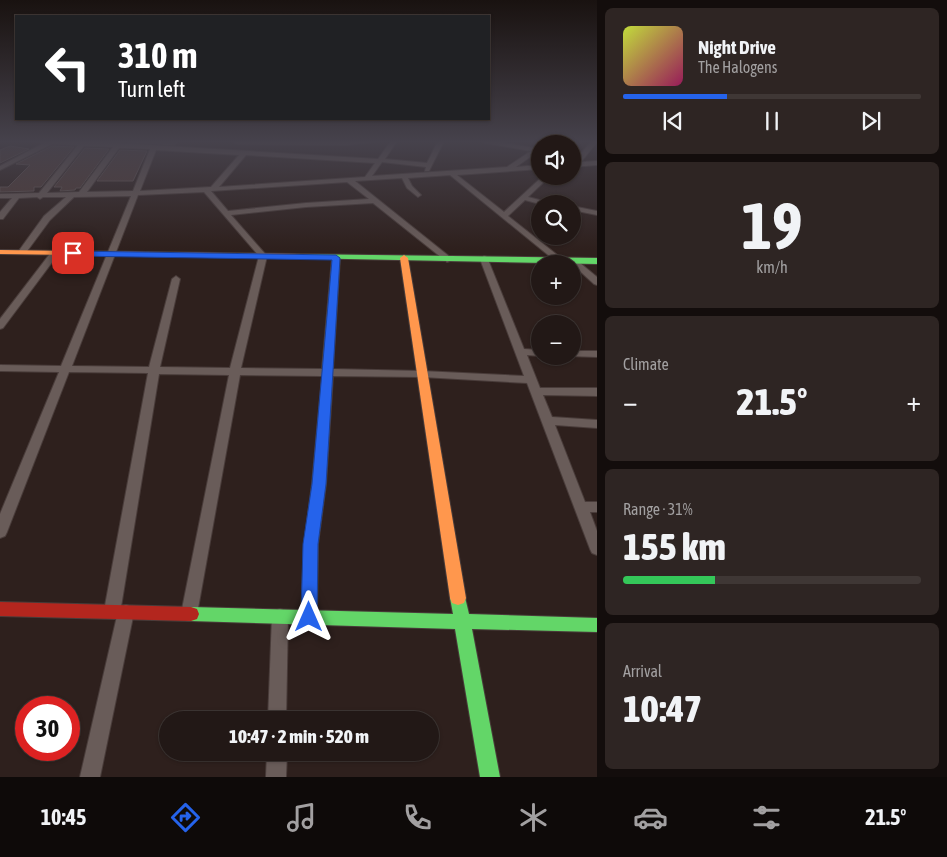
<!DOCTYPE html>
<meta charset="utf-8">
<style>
:root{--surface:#221816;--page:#2e2523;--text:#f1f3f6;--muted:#a2a0a1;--line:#3f3735;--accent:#2563eb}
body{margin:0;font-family:"Asap Condensed",sans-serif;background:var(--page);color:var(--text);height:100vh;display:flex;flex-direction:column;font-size:19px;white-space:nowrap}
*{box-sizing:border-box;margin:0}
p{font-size:16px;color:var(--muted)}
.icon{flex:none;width:28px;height:28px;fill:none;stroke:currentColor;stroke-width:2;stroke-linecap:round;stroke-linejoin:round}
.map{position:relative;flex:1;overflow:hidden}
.drawer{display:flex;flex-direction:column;gap:8px;padding:8px;background:#130d0c;width:350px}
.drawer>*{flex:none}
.hud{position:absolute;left:15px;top:15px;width:475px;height:105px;border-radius:0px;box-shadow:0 1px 4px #0004,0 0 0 1px var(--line);background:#202124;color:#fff;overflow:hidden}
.tools{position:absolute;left:531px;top:135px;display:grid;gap:10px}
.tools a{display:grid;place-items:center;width:50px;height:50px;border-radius:50%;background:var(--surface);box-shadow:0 1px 4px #0004,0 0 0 1px var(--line);font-size:25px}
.speed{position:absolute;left:15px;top:696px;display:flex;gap:10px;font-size:25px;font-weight:700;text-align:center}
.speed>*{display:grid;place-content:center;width:65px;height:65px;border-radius:50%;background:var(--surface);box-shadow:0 1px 4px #0004,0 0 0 1px var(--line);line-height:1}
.speed .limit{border:8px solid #d22;background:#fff;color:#111}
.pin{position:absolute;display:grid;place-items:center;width:42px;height:42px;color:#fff;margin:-21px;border-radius:10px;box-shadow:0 2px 8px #0006}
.me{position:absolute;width:55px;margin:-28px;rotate:0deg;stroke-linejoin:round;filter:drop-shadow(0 0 4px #0008)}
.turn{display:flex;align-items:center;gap:18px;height:105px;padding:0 20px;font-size:22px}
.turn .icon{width:65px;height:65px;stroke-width:2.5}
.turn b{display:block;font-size:35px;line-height:42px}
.big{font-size:38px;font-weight:800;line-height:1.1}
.drawer .tile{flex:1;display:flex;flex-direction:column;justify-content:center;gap:8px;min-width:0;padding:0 18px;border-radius:8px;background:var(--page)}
.drawer .dial{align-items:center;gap:0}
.dial b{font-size:65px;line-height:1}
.song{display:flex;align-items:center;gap:15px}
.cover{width:60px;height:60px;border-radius:8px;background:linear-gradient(135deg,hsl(70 70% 55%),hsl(330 70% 35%))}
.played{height:5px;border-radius:2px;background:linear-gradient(90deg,var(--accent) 35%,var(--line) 35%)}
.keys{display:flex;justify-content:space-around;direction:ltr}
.heat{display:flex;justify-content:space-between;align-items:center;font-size:28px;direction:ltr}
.charge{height:8px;border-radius:4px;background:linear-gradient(90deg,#34c759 31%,var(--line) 0)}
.trip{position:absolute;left:159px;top:711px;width:280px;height:50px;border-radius:25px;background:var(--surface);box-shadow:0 1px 4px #0004,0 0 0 1px var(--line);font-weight:800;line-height:50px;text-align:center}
.dock{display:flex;height:80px;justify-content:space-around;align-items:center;background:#0e0a09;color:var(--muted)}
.dock .icon{width:35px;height:35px}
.dock .selected{color:var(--accent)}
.dock b{font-size:22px;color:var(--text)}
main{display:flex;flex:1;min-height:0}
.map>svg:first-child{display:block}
.building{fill:#503b37;stroke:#625553}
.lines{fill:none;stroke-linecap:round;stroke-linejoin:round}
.street-casing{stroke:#493c3a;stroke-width:2}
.fast-casing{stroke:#493c3a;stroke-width:2}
.slow-casing{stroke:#493c3a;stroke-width:2}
.jam-casing{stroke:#493c3a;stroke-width:2}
.street{fill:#695c59;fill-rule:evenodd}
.fast{fill:#63d668;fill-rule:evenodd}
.slow{fill:#ff974d;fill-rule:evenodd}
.jam{fill:#b3261e;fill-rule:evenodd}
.route{fill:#2563eb;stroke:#184099}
</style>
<main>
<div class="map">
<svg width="597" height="777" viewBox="0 0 597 777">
<rect width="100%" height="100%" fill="#2e201d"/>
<!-- building -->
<g class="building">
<path d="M116 141H179L174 145Z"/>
<path d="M10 146 29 149 0 163V150Z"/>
<path d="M52 146 74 147 41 187H34V191L0 192V187H8L30 165 16 164Z"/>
<path d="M85 148 109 149 80 188H76L75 190 60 191 62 187H54Z"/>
<path d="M120 150 147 151 133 181H97Z"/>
</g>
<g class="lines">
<defs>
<g id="street">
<path d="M33 141H83L378 159 391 141H397L385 159 427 163 438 141H444L429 171H425L426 167 382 162 372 176 507 167 531 151 485 143 482 141H493L540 149V153L537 152 516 167 540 165V169L457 175 504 212 543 176H550L528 197 555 204H540L525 200 508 216 561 258V262L558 263 450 175 408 178 412 186 421 195 418 197 407 188 402 178 355 181 450 257V261L447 262 373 203 306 207 231 215 267 256 241 368 322 369 332 258 336 255 340 258 333 369 422 371 524 376 480 259 484 256 487 257 524 349 540 350V356L527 355 540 388H597V396L543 395 552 417 597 420V428L555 425 585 502H597V512H590L597 531V555L592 553 590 549 527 383 422 377 333 376 326 484 318 544 317 617 315 622 309 624 303 622 301 617 304 544 312 484 322 376 240 375 197 614 195 619 189 621 183 619 181 614 229 375 159 374 121 607 126 605 132 607 134 612 100 777H80L117 616 112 618 106 616 104 611 148 373 69 372 7 532 5 536 0 538V514L59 372 0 371V365L61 366 131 196 74 197 50 220 25 254H19L18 252 44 216 66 197H43L40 199 37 197 19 198 3 219H0V212L12 198H0V194L39 193 78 145 52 144 0 170V166L44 143ZM84 146 113 147 79 192 47 193ZM119 148 150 149 133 191 87 192ZM156 150 239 155 211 187 140 191ZM246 155 375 163 365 177 219 187ZM347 182 369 199 306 203 228 211 211 191ZM204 192 259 256 230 368 160 367 180 279 176 276 172 279 149 367 72 366 138 195Z"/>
<path d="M236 141H381L347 145 237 144 234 142Z"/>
<path d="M592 141H597V142L581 162 597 161V165L572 167V163Z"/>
<path d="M572 206 597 211V215L572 210Z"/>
<path d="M52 251 59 253 3 328 0 329V319Z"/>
<path d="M574 258 597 277V285L594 284 571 263 570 261Z"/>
<path d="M572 351H597V357L568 356H572Z"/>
<path d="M280 609 286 611 288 616 286 720H268L272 616 274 611Z"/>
<path d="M267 752H287L286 777H266Z"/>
</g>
<g id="fast">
<path d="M295 254 597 258V264L298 258H295Z"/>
<path d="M458 591 464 593 469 614 597 618V632L472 629 500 777H480L455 629 191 621 185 619 183 614 185 609 191 607 453 614 450 598 452 593Z"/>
</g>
<g id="slow">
<path d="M0 250 298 254 302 256 298 258 0 254Z"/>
<path d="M404 255 408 258 466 598 464 603 458 605 452 603 450 598 400 258Z"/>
</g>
<path id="jam" d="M0 602 191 607 197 609 199 614 197 619 191 621 0 616Z"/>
</defs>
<!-- street casing -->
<use href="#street" class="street-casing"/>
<!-- fast casing -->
<use href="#fast" class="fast-casing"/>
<!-- slow casing -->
<use href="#slow" class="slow-casing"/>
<!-- jam casing -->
<use href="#jam" class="jam-casing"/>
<!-- street -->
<use href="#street" class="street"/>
<!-- fast -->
<use href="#fast" class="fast"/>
<!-- slow -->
<use href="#slow" class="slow"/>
<!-- jam -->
<use href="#jam" class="jam"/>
</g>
<!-- sky -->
<linearGradient id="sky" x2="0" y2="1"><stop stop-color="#191210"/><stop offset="0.57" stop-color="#46424c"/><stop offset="1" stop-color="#46424c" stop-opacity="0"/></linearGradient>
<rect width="597" height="249" fill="url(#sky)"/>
<!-- route -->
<path class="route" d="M70 251 336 255 340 258 326 484 318 544 317 617 315 622 309 624 303 622 301 617 303 544 312 484 332 260 73 256 69 253Z"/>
</svg>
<div class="tools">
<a><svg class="icon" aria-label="sound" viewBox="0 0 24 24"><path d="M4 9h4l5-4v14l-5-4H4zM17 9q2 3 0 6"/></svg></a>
<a><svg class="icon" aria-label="search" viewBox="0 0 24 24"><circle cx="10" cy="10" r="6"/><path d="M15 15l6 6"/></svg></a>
<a>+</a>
<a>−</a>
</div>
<div class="speed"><div class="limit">30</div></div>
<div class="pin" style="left:73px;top:253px;background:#d93025"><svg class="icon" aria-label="arrive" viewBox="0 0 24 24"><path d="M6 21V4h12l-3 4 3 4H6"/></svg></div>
<svg class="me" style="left:309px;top:617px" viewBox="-20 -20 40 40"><path d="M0-17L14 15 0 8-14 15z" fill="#2563eb" stroke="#fff" stroke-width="4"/></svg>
<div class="trip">10:47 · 2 min · 520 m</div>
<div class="hud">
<div class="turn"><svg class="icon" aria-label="left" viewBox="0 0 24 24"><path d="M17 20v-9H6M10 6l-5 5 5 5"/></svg><div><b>310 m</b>Turn left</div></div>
</div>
</div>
<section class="drawer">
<div class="tile">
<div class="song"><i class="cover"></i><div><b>Night Drive</b><p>The Halogens</p></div></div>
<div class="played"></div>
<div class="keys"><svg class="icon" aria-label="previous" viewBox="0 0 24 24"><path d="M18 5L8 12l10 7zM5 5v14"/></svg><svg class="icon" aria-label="pause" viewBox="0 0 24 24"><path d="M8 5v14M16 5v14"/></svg><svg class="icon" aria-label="next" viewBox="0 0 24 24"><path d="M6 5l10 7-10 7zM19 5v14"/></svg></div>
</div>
<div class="tile dial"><b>19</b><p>km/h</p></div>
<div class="tile"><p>Climate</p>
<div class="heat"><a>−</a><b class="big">21.5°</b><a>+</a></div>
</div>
<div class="tile"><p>Range · 31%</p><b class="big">155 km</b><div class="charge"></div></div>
<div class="tile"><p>Arrival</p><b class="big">10:47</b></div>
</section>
</main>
<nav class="dock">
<b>10:45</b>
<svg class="icon selected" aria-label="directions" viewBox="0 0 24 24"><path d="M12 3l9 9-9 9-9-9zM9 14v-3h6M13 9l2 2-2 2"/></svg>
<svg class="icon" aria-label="music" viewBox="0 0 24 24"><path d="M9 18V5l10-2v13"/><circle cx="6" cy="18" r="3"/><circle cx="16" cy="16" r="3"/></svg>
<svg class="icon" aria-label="phone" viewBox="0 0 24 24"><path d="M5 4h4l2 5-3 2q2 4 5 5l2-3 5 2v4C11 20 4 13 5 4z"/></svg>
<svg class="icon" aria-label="climate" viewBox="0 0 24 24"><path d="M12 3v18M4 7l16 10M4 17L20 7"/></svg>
<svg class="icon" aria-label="car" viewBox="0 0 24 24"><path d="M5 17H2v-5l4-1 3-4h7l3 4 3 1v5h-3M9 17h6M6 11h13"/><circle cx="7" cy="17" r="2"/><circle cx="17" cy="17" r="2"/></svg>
<svg class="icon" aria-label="filters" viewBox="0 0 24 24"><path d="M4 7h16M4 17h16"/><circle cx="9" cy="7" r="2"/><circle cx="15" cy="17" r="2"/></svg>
<b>21.5°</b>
</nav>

What to produce =
Only lines with the word "tools" are wanted; pull each of them from the records.

Problem solution =
.tools{position:absolute;left:531px;top:135px;display:grid;gap:10px}
.tools a{display:grid;place-items:center;width:50px;height:50px;border-radius:50%;background:var(--surface);box-shadow:0 1px 4px #0004,0 0 0 1px var(--line);font-size:25px}
<div class="tools">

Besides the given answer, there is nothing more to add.